The Foundation is shifting more power and funding to independent groups, while core development still needs about $30 million a year. The debate also touches ETH, DeFi, and stablecoin infrastructure.

Ethereum Foundation Scales Back Its Role as Funding Pressures Grow

Key Takeaways

  • The Ethereum Foundation is intentionally stepping back from its central role and giving more authority and credibility to independent institutions.
  • Trent Van Epps says Ethereum core development costs about $30 million a year, and current funding still falls short.
  • He expects Ethereum governance to keep decentralizing over the next 10 years, with a smaller Foundation and more groups focused on research and ecosystem growth.

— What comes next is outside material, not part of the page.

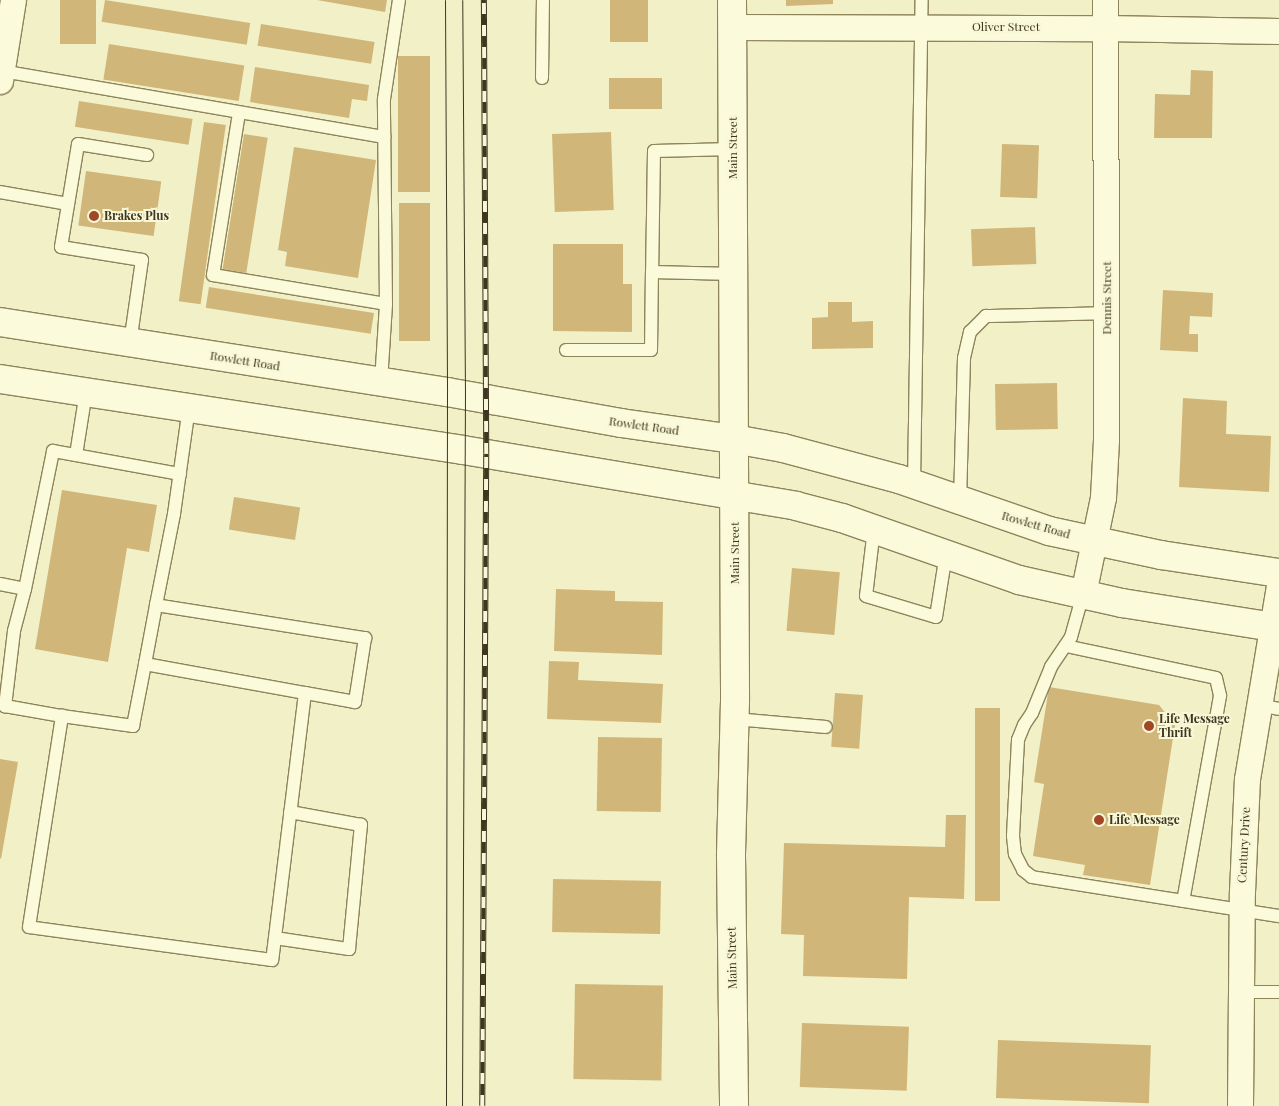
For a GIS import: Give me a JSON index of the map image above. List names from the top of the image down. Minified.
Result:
{"streets":{"main road":["Main Street","Rowlett Road"],"street":["Oliver Street","Dennis Street","Century Drive"]},"crossings":[["Oliver Street","Main Street"],["Oliver Street","Dennis Street"],["Main Street","Rowlett Road"],["Dennis Street","Rowlett Road"]],"places":["Brakes Plus","Life Message Thrift","Life Message"]}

The Ethereum Foundation is actively pulling back from its position at the center of the ecosystem, and that is putting fresh pressure on how Ethereum’s core development gets funded. Trent Van Epps, who previously worked at the Foundation, says the group wants to decentralize further and pass more of its authority and legitimacy to a wider set of independent institutions. The move comes as the Foundation has also gone through leadership changes and staff reductions, prompting new questions about where Ethereum governance is headed next.

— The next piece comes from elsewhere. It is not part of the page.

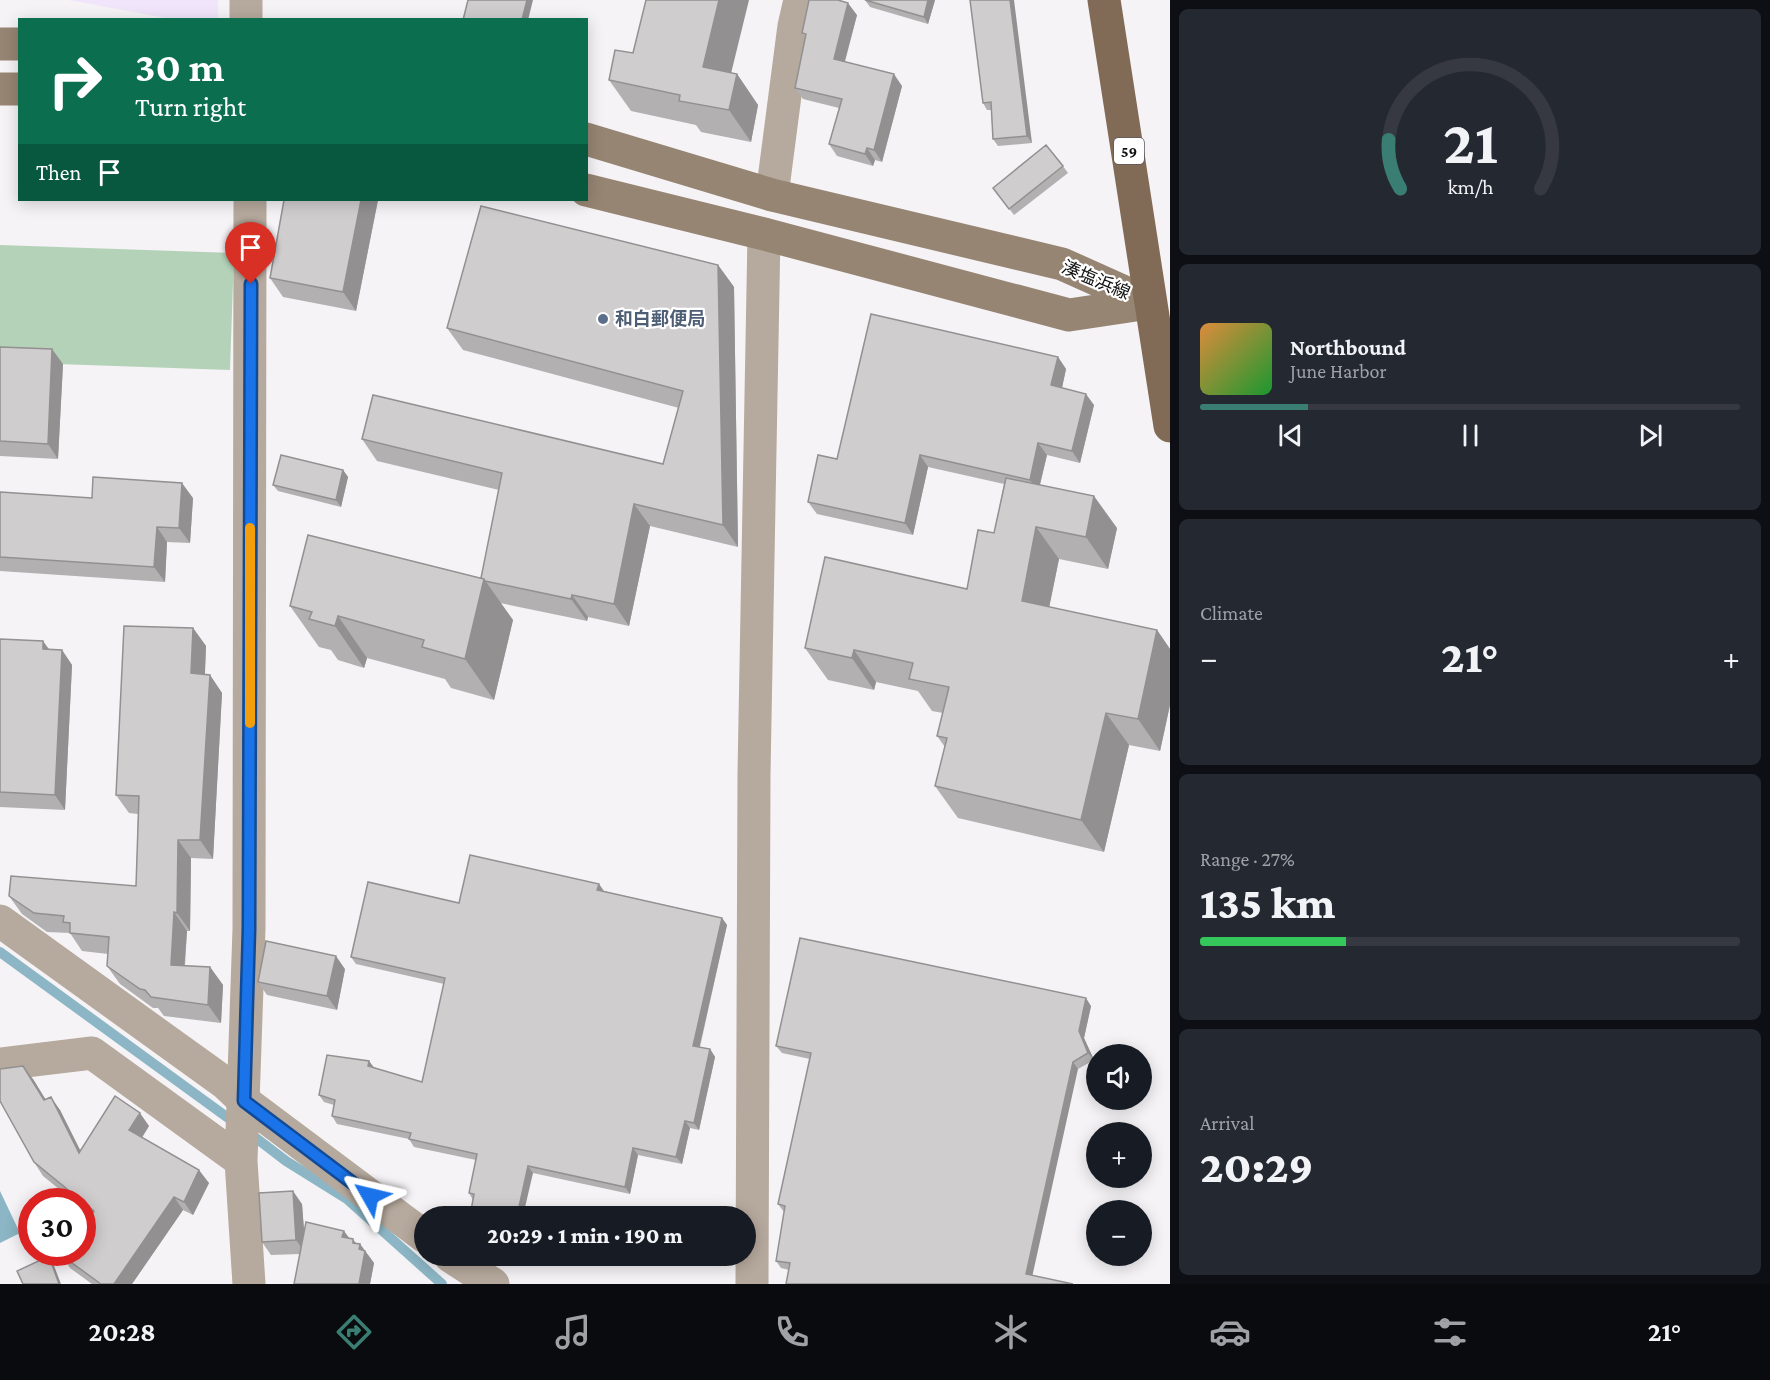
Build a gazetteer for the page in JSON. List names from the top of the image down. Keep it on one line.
{"streets":{"main road":["59","湊塩浜線"]},"crossings":[["59","湊塩浜線"]],"places":["和白郵便局"],"page":{"turn":["30 m","Turn right"],"then":"Then","song":["Northbound","June Harbor"],"tile":["Climate",["Range · 27%","135 km"],["Arrival","20:29"]],"heat":["−","21°","+"],"map_buttons":["+","−"],"limit":"30","trip":"20:29 · 1 min · 190 m","tabs":["20:28","21°"],"gauge":["21","km/h"]}}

Funding Challenges for Core Development

Van Epps does not describe the situation as a crisis, but he does see a real funding problem. He says maintaining Ethereum’s core protocol costs roughly $30 million a year. At the same time, the Foundation is spending less and its treasury is gradually getting smaller, which makes it more important for new organizations to help pay for the public goods that keep the network secure and dependable. His own project, the Protocol Guild, has sent nearly $40 million to Ethereum developers over the past four years, but Van Epps says that still does not fully cover the broader need.

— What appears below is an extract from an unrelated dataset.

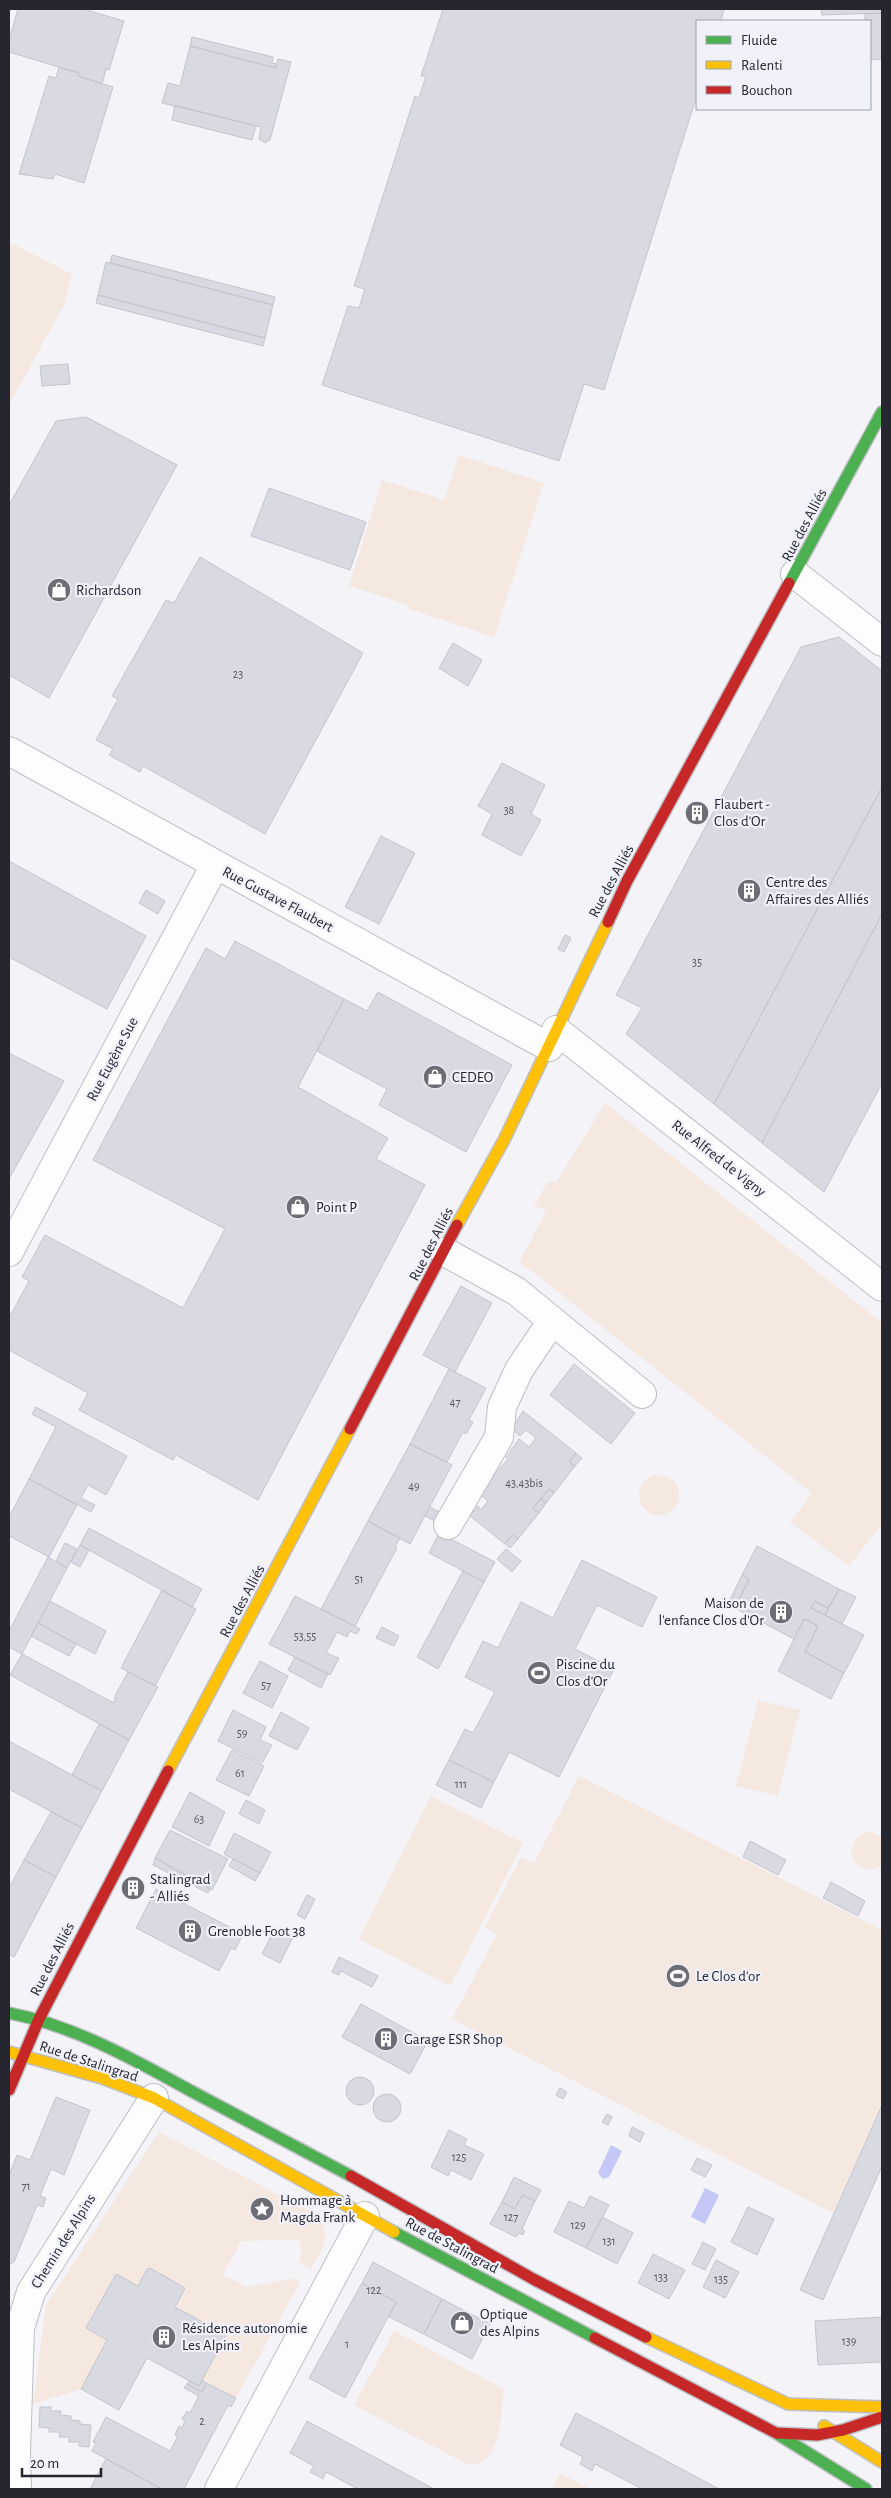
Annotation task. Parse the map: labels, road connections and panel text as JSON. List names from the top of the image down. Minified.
{"streets":{"street":["Rue des Alliés","Rue Gustave Flaubert","Rue Eugène Sue","Rue Alfred de Vigny","Rue de Stalingrad","Chemin des Alpins"]},"crossings":[["Rue des Alliés","Rue Gustave Flaubert"],["Rue des Alliés","Rue Alfred de Vigny"],["Rue des Alliés","Rue de Stalingrad"],["Rue Gustave Flaubert","Rue Eugène Sue"],["Rue Gustave Flaubert","Rue Alfred de Vigny"],["Rue de Stalingrad","Chemin des Alpins"]],"places":{"shop":["Richardson","CEDEO","Point P","Optique des Alpins"],"building":["Flaubert - Clos d'Or","Centre des Affaires des Alliés","Maison de l'enfance Clos d'Or","Stalingrad - Alliés","Grenoble Foot 38","Garage ESR Shop","Résidence autonomie Les Alpins"],"sports":["Piscine du Clos d'Or","Le Clos d'or"],"place":["Hommage à Magda Frank"]},"house_numbers":["23","38","35","47","43,43bis","49","51","53,55","57","59","61","111","63","125","71","127","129","131","133","135","122","139","1","2"],"legend":["Fluide","Ralenti","Bouchon"],"scale_bar":"20 m"}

The Future of Ethereum Governance and the Ecosystem

Looking ahead, Van Epps expects Ethereum governance to become even more distributed over the next decade. In his view, the Foundation will continue to play a smaller and more specialized role, while other organizations take on more of the work around research, commercialization, and ecosystem expansion. He also argues that ETH needs stronger support as an asset, along with a clearer narrative that ties the token to the growing onchain economy. Even with the funding questions still unresolved, Van Epps remains upbeat about Ethereum’s position in decentralized finance, stablecoin settlement, and EVM adoption, and he believes billions of users will eventually interact with Ethereum and its Layer 2 networks.

Relevance for European Crypto Developments

These changes in Ethereum’s governance and funding model could also matter for European crypto investors and builders, since the same mix of decentralized funding and institutional coordination may gain traction in Europe as well. It underscores how important durable funding systems are for public infrastructure in crypto, especially as rules like MiCA continue to roll out across the region. The recent restructuring of the Ethereum Foundation is a clear sign that this transition is already happening in practice.